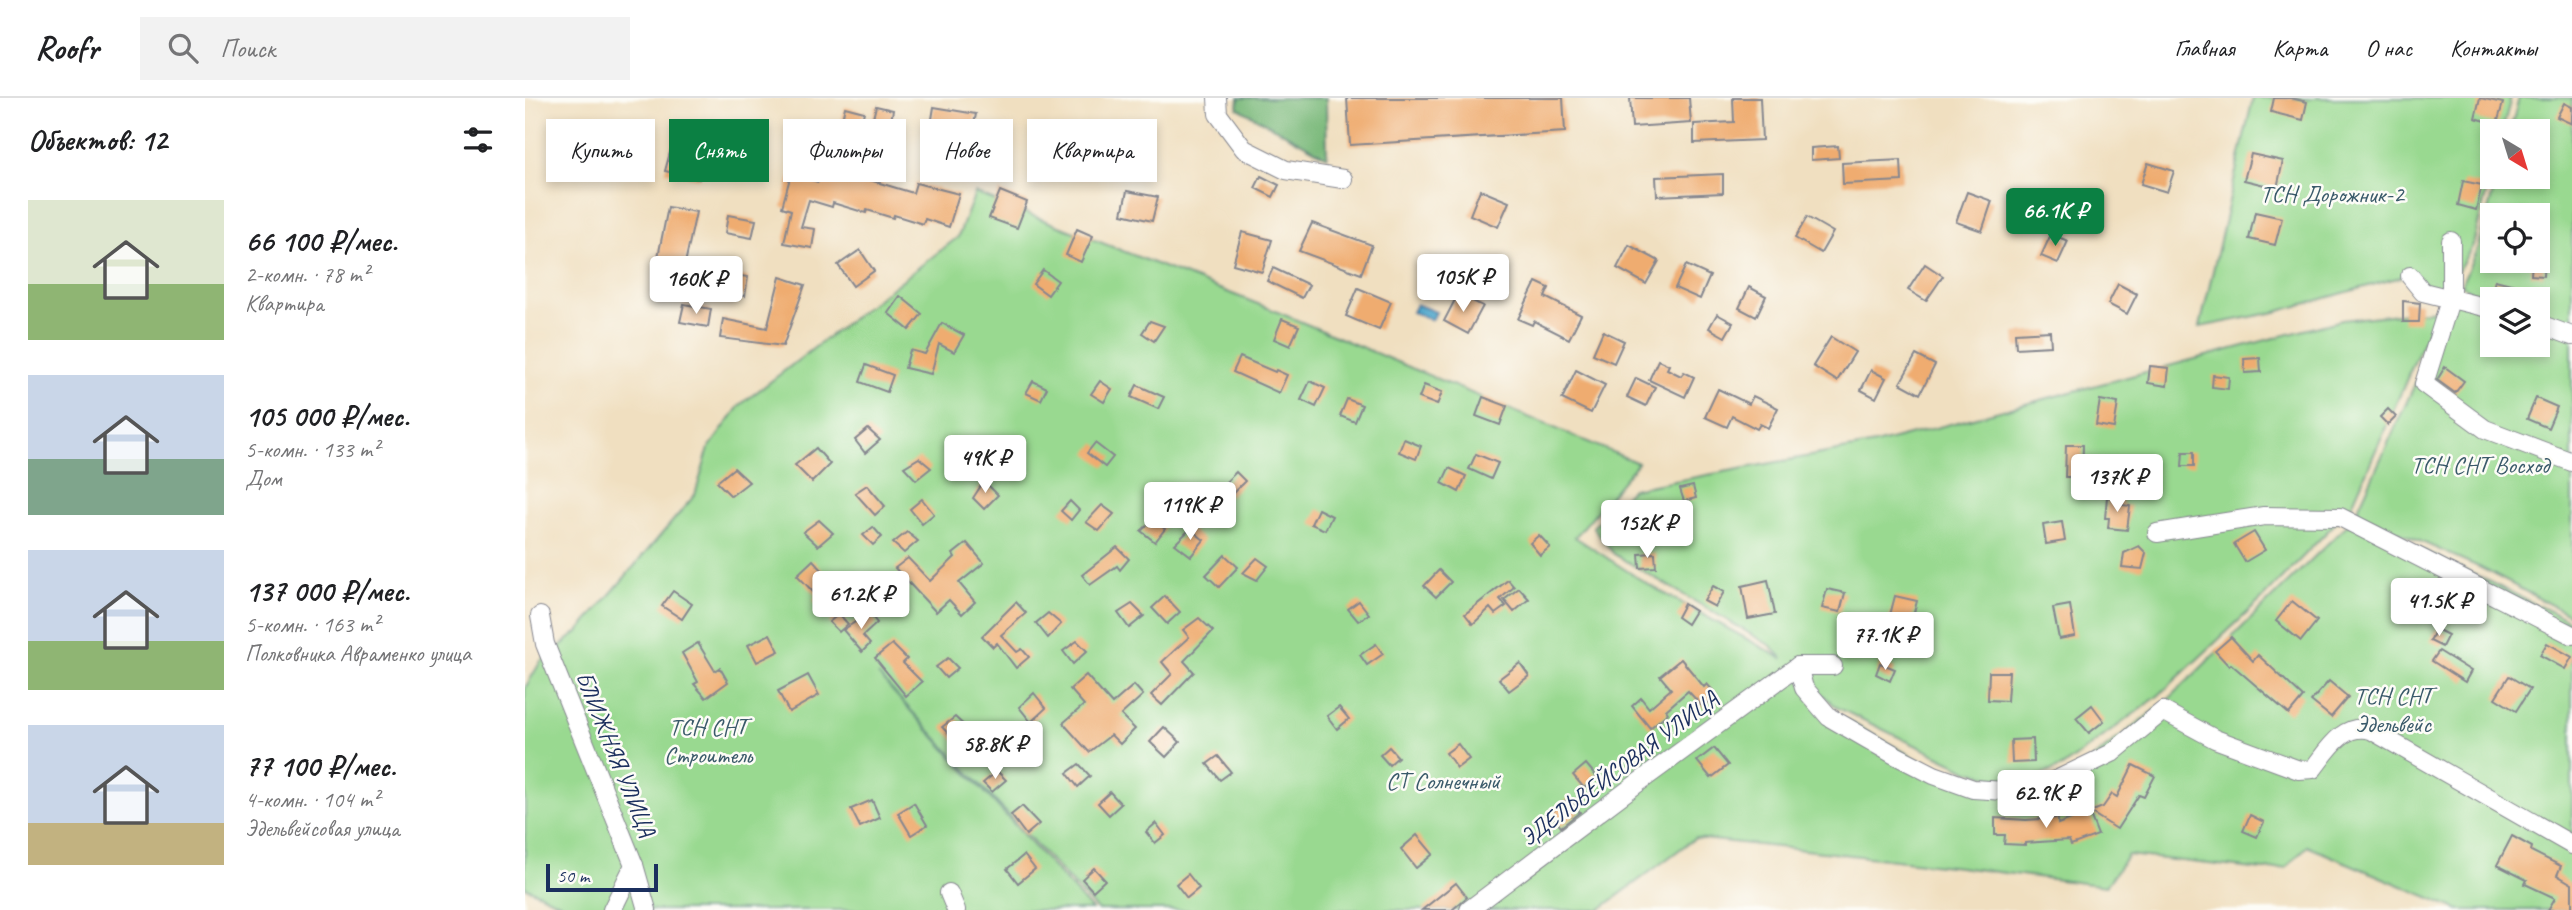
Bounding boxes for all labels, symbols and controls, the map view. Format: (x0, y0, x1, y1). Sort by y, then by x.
search box (140, 17, 630, 80)
text: Roofr (35, 27, 98, 69)
icon: search (164, 29, 202, 67)
text: Поиск (220, 32, 275, 65)
text: Главная (2174, 33, 2235, 63)
text: Карта (2273, 33, 2327, 63)
text: О нас (2365, 33, 2412, 63)
text: Контакты (2450, 33, 2537, 63)
chip: Купить (546, 119, 655, 182)
chip: Снять (669, 119, 769, 182)
chip: Фильтры (783, 119, 906, 182)
chip: Новое (920, 119, 1013, 182)
chip: Квартира (1027, 119, 1157, 182)
north arrow (2480, 119, 2550, 189)
map controls (2480, 119, 2550, 357)
text: Объектов: 12 (28, 121, 167, 159)
icon: filters (459, 121, 497, 159)
park label: ТСН Дорожник-2 (2260, 179, 2406, 209)
pin: 66.1K ₽ (1990, 188, 2120, 248)
text: 66.1K ₽ (2022, 196, 2088, 225)
button: locate (2480, 203, 2550, 273)
text: 66 100 ₽/мес. (245, 222, 397, 260)
icon: home (84, 228, 168, 312)
pin: 105K ₽ (1406, 254, 1520, 314)
pin: 160K ₽ (639, 256, 753, 316)
text: 2-комн. · 78 m² (245, 260, 369, 289)
text: 105K ₽ (1433, 262, 1493, 291)
text: 160K ₽ (666, 264, 726, 293)
button: layers (2480, 287, 2550, 357)
text: Квартира (245, 289, 323, 318)
text: 105 000 ₽/мес. (245, 397, 409, 435)
icon: home (84, 403, 168, 487)
text: 5-комн. · 133 m² (245, 435, 379, 464)
pin: 49K ₽ (936, 436, 1034, 495)
text: 49K ₽ (960, 443, 1010, 472)
park label: ТСН СНТ Восход (2411, 450, 2552, 480)
pin: 137K ₽ (2060, 454, 2174, 514)
text: 137K ₽ (2087, 462, 2147, 491)
text: Дом (245, 464, 282, 493)
pin: 119K ₽ (1133, 482, 1247, 542)
text: 119K ₽ (1160, 490, 1220, 519)
pin: 152K ₽ (1590, 500, 1704, 560)
text: 152K ₽ (1617, 508, 1677, 537)
text: 137 000 ₽/мес. (245, 572, 409, 610)
pin: 61.2K ₽ (796, 572, 926, 631)
icon: home (84, 578, 168, 662)
pin: 41.5K ₽ (2374, 578, 2504, 638)
text: 61.2K ₽ (828, 579, 894, 608)
text: 41.5K ₽ (2407, 586, 2471, 615)
text: 5-комн. · 163 m² (245, 610, 379, 639)
pin: 77.1K ₽ (1820, 612, 1950, 672)
text: 77.1K ₽ (1853, 620, 1917, 649)
text: Полковника Авраменко улица (245, 639, 471, 668)
street label: БЛИЖНЯЯ УЛИЦА (569, 667, 663, 842)
park label: ТСН СНТ Эдельвейс (2354, 681, 2438, 739)
street label: ЭДЕЛЬВЕЙСОВАЯ УЛИЦА (1514, 683, 1725, 852)
park label: ТСН СНТ Строитель (664, 712, 754, 770)
pin: 58.8K ₽ (930, 722, 1060, 781)
text: 58.8K ₽ (963, 729, 1027, 758)
text: 77 100 ₽/мес. (245, 747, 396, 785)
icon: home (84, 753, 168, 837)
park label: СТ Солнечный (1386, 766, 1502, 796)
pin: 62.9K ₽ (1981, 770, 2111, 830)
text: 62.9K ₽ (2014, 778, 2078, 807)
text: 4-комн. · 104 m² (245, 785, 379, 814)
text: Эдельвейсовая улица (245, 814, 399, 843)
scale bar (546, 861, 658, 893)
text: 50 m (557, 864, 589, 888)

* What you need to do *
In your copy, include every record word for word but no pictures.

* Exercise result *
Bounding boxes for all labels, symbols and controls, the map view. Format: (x0, y0, x1, y1). Sort by y, then by x.
search box (140, 17, 630, 80)
text: Roofr (35, 27, 98, 69)
icon: search (164, 29, 202, 67)
text: Поиск (220, 32, 275, 65)
text: Главная (2174, 33, 2235, 63)
text: Карта (2273, 33, 2327, 63)
text: О нас (2365, 33, 2412, 63)
text: Контакты (2450, 33, 2537, 63)
chip: Купить (546, 119, 655, 182)
chip: Снять (669, 119, 769, 182)
chip: Фильтры (783, 119, 906, 182)
chip: Новое (920, 119, 1013, 182)
chip: Квартира (1027, 119, 1157, 182)
north arrow (2480, 119, 2550, 189)
map controls (2480, 119, 2550, 357)
text: Объектов: 12 (28, 121, 167, 159)
icon: filters (459, 121, 497, 159)
park label: ТСН Дорожник-2 (2260, 179, 2406, 209)
pin: 66.1K ₽ (1990, 188, 2120, 248)
text: 66.1K ₽ (2022, 196, 2088, 225)
button: locate (2480, 203, 2550, 273)
text: 66 100 ₽/мес. (245, 222, 397, 260)
icon: home (84, 228, 168, 312)
pin: 105K ₽ (1406, 254, 1520, 314)
pin: 160K ₽ (639, 256, 753, 316)
text: 2-комн. · 78 m² (245, 260, 369, 289)
text: 105K ₽ (1433, 262, 1493, 291)
text: 160K ₽ (666, 264, 726, 293)
button: layers (2480, 287, 2550, 357)
text: Квартира (245, 289, 323, 318)
text: 105 000 ₽/мес. (245, 397, 409, 435)
icon: home (84, 403, 168, 487)
text: 5-комн. · 133 m² (245, 435, 379, 464)
pin: 49K ₽ (936, 436, 1034, 495)
text: 49K ₽ (960, 443, 1010, 472)
park label: ТСН СНТ Восход (2411, 450, 2552, 480)
pin: 137K ₽ (2060, 454, 2174, 514)
text: 137K ₽ (2087, 462, 2147, 491)
text: Дом (245, 464, 282, 493)
pin: 119K ₽ (1133, 482, 1247, 542)
text: 119K ₽ (1160, 490, 1220, 519)
pin: 152K ₽ (1590, 500, 1704, 560)
text: 152K ₽ (1617, 508, 1677, 537)
text: 137 000 ₽/мес. (245, 572, 409, 610)
pin: 61.2K ₽ (796, 572, 926, 631)
icon: home (84, 578, 168, 662)
pin: 41.5K ₽ (2374, 578, 2504, 638)
text: 61.2K ₽ (828, 579, 894, 608)
text: 41.5K ₽ (2407, 586, 2471, 615)
text: 5-комн. · 163 m² (245, 610, 379, 639)
pin: 77.1K ₽ (1820, 612, 1950, 672)
text: 77.1K ₽ (1853, 620, 1917, 649)
text: Полковника Авраменко улица (245, 639, 471, 668)
street label: БЛИЖНЯЯ УЛИЦА (569, 667, 663, 842)
park label: ТСН СНТ Эдельвейс (2354, 681, 2438, 739)
street label: ЭДЕЛЬВЕЙСОВАЯ УЛИЦА (1514, 683, 1725, 852)
park label: ТСН СНТ Строитель (664, 712, 754, 770)
pin: 58.8K ₽ (930, 722, 1060, 781)
text: 58.8K ₽ (963, 729, 1027, 758)
text: 77 100 ₽/мес. (245, 747, 396, 785)
icon: home (84, 753, 168, 837)
park label: СТ Солнечный (1386, 766, 1502, 796)
pin: 62.9K ₽ (1981, 770, 2111, 830)
text: 62.9K ₽ (2014, 778, 2078, 807)
text: 4-комн. · 104 m² (245, 785, 379, 814)
text: Эдельвейсовая улица (245, 814, 399, 843)
scale bar (546, 861, 658, 893)
text: 50 m (557, 864, 589, 888)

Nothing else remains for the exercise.